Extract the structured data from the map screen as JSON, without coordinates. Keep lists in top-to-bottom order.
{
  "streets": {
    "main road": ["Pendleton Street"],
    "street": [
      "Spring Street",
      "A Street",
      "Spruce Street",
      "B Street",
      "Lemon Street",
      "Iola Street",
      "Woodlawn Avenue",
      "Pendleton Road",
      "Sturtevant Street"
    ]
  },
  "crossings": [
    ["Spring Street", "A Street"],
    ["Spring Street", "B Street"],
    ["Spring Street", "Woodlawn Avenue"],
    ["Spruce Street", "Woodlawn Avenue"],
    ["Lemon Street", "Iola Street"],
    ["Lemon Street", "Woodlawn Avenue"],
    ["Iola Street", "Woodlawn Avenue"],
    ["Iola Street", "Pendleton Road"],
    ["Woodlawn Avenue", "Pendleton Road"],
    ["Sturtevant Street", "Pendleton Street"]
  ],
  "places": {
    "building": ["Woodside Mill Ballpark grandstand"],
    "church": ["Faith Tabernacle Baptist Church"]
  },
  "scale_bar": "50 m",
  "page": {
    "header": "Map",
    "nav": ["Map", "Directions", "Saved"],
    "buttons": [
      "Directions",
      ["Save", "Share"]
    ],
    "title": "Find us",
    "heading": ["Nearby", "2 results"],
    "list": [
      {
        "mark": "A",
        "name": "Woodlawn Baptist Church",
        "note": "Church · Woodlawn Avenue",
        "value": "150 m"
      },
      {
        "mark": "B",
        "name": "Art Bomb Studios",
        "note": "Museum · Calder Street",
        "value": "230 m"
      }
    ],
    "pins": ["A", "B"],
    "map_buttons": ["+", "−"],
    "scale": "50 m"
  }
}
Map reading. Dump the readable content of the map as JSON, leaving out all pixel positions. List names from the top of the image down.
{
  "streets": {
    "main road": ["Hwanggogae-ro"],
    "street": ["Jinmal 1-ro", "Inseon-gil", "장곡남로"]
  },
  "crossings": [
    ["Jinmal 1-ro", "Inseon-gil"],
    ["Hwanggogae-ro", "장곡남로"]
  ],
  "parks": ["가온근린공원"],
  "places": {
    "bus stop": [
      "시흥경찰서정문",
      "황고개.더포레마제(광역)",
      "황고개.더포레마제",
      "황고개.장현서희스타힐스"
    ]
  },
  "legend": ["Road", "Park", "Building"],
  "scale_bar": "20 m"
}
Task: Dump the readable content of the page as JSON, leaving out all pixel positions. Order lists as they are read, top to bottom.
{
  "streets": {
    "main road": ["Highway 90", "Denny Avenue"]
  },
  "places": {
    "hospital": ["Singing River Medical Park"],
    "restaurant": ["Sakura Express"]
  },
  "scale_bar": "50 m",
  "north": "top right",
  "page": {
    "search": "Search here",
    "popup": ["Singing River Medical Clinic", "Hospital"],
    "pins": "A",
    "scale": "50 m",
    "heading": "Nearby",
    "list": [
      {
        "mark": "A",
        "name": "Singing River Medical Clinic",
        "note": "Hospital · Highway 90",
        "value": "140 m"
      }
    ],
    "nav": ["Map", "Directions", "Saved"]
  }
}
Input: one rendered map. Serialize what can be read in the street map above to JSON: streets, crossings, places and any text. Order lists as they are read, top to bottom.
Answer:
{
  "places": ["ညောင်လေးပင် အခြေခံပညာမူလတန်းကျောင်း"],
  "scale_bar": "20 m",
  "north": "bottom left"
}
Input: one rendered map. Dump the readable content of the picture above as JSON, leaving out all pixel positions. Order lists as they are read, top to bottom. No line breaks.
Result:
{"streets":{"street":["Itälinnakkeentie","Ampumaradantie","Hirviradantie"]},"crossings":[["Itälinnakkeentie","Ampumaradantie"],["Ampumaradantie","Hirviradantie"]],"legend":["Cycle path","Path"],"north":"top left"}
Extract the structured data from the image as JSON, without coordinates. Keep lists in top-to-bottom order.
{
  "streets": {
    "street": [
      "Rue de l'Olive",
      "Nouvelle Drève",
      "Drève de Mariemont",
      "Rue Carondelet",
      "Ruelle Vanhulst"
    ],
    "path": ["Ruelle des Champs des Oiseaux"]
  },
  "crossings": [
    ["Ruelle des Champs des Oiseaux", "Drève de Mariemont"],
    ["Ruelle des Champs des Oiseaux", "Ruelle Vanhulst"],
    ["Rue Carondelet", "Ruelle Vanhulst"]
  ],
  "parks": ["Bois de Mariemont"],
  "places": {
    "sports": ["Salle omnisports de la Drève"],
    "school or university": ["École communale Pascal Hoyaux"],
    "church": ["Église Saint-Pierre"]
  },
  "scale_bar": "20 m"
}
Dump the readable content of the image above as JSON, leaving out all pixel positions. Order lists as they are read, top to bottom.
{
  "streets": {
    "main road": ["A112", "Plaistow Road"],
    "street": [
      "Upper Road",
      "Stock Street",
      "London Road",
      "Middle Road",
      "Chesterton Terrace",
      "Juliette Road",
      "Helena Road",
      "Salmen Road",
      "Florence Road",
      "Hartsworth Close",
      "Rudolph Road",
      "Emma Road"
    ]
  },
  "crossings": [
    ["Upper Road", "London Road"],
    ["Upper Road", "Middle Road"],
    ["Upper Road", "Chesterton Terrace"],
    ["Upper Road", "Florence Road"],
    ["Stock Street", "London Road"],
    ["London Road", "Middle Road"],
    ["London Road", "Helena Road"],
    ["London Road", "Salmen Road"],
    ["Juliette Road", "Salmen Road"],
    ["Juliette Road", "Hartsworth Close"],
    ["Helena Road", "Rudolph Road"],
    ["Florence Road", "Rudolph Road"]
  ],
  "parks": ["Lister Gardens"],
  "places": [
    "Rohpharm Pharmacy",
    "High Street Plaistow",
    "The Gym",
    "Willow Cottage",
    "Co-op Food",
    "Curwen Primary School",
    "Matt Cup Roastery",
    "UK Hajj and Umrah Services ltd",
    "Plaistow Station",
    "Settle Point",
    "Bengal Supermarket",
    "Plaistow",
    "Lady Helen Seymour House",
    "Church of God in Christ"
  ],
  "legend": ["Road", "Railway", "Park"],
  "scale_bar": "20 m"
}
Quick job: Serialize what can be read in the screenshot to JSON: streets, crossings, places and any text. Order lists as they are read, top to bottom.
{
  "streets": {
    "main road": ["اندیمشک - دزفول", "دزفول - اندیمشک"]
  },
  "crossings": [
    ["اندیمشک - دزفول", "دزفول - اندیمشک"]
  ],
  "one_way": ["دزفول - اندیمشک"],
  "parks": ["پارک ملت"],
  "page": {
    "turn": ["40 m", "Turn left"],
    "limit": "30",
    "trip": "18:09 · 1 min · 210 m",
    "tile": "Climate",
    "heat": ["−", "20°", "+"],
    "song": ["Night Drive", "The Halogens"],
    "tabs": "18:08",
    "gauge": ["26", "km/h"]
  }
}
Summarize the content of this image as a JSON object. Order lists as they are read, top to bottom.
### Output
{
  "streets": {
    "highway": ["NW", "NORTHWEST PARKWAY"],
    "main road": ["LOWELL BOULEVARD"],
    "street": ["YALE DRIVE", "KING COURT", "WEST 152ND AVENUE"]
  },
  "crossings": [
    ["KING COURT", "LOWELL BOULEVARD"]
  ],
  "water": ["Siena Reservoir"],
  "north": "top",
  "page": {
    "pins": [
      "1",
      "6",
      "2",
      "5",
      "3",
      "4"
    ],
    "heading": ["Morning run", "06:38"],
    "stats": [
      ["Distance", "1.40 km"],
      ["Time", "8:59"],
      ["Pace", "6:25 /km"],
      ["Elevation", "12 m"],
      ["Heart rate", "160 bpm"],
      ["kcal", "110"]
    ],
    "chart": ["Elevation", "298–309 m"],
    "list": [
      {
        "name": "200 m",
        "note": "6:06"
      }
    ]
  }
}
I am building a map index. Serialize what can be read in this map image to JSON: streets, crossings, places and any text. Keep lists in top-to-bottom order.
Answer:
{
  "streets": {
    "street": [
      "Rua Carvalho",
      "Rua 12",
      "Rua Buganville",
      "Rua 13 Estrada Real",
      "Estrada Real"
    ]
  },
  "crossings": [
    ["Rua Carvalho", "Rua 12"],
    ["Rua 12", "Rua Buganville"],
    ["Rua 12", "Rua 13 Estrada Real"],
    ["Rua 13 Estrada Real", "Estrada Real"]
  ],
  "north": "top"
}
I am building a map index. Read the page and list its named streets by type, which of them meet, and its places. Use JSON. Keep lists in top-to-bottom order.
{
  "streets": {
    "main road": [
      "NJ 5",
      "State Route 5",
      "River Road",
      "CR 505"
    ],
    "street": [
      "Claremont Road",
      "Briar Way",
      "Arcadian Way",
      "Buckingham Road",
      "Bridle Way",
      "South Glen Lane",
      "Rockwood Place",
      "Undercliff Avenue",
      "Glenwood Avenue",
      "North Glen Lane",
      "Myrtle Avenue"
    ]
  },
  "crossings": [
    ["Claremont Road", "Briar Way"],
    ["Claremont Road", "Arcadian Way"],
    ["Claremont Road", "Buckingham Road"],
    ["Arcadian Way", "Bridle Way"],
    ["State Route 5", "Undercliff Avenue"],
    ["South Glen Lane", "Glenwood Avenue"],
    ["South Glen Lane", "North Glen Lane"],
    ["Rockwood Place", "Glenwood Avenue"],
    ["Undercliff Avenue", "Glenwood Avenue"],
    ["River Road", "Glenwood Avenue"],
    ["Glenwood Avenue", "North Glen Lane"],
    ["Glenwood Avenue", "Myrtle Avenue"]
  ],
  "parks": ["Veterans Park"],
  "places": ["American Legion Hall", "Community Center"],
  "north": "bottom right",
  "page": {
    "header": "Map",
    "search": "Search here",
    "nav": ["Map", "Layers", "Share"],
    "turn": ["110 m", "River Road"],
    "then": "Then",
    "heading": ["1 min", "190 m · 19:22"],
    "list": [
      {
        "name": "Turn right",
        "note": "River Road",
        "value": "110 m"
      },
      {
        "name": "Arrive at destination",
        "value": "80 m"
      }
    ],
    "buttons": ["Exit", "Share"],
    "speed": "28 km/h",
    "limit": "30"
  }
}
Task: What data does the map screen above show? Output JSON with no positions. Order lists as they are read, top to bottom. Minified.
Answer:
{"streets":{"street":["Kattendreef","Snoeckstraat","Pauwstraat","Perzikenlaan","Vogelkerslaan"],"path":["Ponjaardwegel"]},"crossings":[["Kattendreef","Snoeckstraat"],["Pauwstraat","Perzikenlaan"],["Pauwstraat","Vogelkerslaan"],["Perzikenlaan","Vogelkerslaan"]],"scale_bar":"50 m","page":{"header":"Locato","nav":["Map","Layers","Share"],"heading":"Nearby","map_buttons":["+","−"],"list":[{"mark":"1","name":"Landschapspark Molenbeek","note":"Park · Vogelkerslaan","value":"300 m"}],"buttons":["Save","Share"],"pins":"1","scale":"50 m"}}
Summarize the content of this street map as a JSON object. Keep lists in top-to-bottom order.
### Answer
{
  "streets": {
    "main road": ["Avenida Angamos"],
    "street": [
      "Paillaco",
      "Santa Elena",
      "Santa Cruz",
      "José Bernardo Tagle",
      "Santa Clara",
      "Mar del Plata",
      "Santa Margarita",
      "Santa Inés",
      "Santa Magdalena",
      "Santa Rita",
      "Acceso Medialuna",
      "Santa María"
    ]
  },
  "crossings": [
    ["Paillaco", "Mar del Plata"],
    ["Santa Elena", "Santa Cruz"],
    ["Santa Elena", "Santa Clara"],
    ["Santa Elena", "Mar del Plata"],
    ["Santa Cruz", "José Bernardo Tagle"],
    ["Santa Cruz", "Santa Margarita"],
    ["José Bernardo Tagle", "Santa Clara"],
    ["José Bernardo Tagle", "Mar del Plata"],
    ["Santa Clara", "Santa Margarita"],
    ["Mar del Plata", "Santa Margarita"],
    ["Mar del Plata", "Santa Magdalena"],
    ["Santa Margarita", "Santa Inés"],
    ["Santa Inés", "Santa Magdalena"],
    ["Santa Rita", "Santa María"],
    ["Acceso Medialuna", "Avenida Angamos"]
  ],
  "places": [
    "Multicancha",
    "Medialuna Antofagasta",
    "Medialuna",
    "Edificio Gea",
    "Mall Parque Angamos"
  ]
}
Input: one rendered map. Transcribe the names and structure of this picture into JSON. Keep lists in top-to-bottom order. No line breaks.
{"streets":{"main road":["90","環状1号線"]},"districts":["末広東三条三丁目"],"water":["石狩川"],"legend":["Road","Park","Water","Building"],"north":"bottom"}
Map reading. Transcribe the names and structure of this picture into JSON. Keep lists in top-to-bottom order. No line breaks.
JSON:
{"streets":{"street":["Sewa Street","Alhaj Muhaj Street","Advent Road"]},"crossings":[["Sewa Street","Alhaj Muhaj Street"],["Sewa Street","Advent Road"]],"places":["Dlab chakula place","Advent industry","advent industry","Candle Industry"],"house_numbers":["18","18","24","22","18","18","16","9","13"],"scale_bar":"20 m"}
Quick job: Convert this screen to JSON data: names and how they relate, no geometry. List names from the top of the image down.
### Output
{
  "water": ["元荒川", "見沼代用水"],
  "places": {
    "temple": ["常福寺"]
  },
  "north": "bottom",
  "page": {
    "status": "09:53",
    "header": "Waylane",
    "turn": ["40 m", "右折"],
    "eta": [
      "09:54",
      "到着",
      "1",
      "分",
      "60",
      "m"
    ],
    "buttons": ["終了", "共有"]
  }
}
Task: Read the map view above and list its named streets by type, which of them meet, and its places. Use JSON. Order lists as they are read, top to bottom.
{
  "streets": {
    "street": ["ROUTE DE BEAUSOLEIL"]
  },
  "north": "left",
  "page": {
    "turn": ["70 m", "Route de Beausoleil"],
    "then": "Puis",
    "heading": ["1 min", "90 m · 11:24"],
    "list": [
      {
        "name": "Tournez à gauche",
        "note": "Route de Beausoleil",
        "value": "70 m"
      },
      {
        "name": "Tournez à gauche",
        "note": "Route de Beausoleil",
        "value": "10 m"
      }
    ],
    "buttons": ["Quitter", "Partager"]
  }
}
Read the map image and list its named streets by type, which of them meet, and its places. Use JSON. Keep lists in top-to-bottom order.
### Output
:::
What to produce
Report every line of the material above in which "object" appears.

Expected output
Summarize the content of this image as a JSON object. Order lists as they are read, top to bottom.
Summarize the content of this street map as a JSON object. Keep lists in top-to-bottom order.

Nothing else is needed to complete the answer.